[Collection entries]

^^^^^^^^

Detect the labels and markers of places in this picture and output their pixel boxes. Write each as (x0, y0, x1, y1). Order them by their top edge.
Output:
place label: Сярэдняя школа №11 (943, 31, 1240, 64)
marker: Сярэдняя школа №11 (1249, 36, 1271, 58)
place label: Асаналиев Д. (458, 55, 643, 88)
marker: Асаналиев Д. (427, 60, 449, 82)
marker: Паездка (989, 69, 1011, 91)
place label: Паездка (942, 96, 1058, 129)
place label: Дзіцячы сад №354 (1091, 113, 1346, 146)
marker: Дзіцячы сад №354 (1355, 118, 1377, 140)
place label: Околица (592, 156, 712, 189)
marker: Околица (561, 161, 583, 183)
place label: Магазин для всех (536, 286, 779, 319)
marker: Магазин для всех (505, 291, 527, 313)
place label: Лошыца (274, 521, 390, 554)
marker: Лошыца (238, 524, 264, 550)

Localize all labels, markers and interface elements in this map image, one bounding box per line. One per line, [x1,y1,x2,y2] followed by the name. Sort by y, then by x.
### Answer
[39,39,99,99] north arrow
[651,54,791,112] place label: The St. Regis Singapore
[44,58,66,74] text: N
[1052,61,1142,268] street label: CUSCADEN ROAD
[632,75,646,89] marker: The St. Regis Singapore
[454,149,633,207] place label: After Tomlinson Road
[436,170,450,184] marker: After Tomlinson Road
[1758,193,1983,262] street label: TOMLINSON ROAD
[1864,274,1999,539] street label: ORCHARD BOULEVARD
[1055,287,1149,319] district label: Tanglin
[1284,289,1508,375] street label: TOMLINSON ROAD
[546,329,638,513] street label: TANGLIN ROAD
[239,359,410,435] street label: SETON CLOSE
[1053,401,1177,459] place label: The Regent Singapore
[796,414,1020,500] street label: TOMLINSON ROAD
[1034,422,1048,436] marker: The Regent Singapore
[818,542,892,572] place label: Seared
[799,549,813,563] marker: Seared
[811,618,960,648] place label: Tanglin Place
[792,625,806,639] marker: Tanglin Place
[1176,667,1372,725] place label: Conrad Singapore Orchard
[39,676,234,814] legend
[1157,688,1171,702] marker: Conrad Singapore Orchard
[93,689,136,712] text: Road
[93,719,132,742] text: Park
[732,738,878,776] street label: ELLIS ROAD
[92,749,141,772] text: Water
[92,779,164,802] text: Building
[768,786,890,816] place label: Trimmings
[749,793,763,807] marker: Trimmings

^^^^^^^^

• [Activity]
All of the data must be set down again exactly.

• [Your response]
Detect the labels and markers of places in this picture and output their pixel boxes. Write each as (x0, y0, x1, y1). Order them by their top edge.
Output:
place label: Сярэдняя школа №11 (943, 31, 1240, 64)
marker: Сярэдняя школа №11 (1249, 36, 1271, 58)
place label: Асаналиев Д. (458, 55, 643, 88)
marker: Асаналиев Д. (427, 60, 449, 82)
marker: Паездка (989, 69, 1011, 91)
place label: Паездка (942, 96, 1058, 129)
place label: Дзіцячы сад №354 (1091, 113, 1346, 146)
marker: Дзіцячы сад №354 (1355, 118, 1377, 140)
place label: Околица (592, 156, 712, 189)
marker: Околица (561, 161, 583, 183)
place label: Магазин для всех (536, 286, 779, 319)
marker: Магазин для всех (505, 291, 527, 313)
place label: Лошыца (274, 521, 390, 554)
marker: Лошыца (238, 524, 264, 550)

Localize all labels, markers and interface elements in this map image, one bounding box per line. One per line, [x1,y1,x2,y2] followed by the name. Sort by y, then by x.
### Answer
[39,39,99,99] north arrow
[651,54,791,112] place label: The St. Regis Singapore
[44,58,66,74] text: N
[1052,61,1142,268] street label: CUSCADEN ROAD
[632,75,646,89] marker: The St. Regis Singapore
[454,149,633,207] place label: After Tomlinson Road
[436,170,450,184] marker: After Tomlinson Road
[1758,193,1983,262] street label: TOMLINSON ROAD
[1864,274,1999,539] street label: ORCHARD BOULEVARD
[1055,287,1149,319] district label: Tanglin
[1284,289,1508,375] street label: TOMLINSON ROAD
[546,329,638,513] street label: TANGLIN ROAD
[239,359,410,435] street label: SETON CLOSE
[1053,401,1177,459] place label: The Regent Singapore
[796,414,1020,500] street label: TOMLINSON ROAD
[1034,422,1048,436] marker: The Regent Singapore
[818,542,892,572] place label: Seared
[799,549,813,563] marker: Seared
[811,618,960,648] place label: Tanglin Place
[792,625,806,639] marker: Tanglin Place
[1176,667,1372,725] place label: Conrad Singapore Orchard
[39,676,234,814] legend
[1157,688,1171,702] marker: Conrad Singapore Orchard
[93,689,136,712] text: Road
[93,719,132,742] text: Park
[732,738,878,776] street label: ELLIS ROAD
[92,749,141,772] text: Water
[92,779,164,802] text: Building
[768,786,890,816] place label: Trimmings
[749,793,763,807] marker: Trimmings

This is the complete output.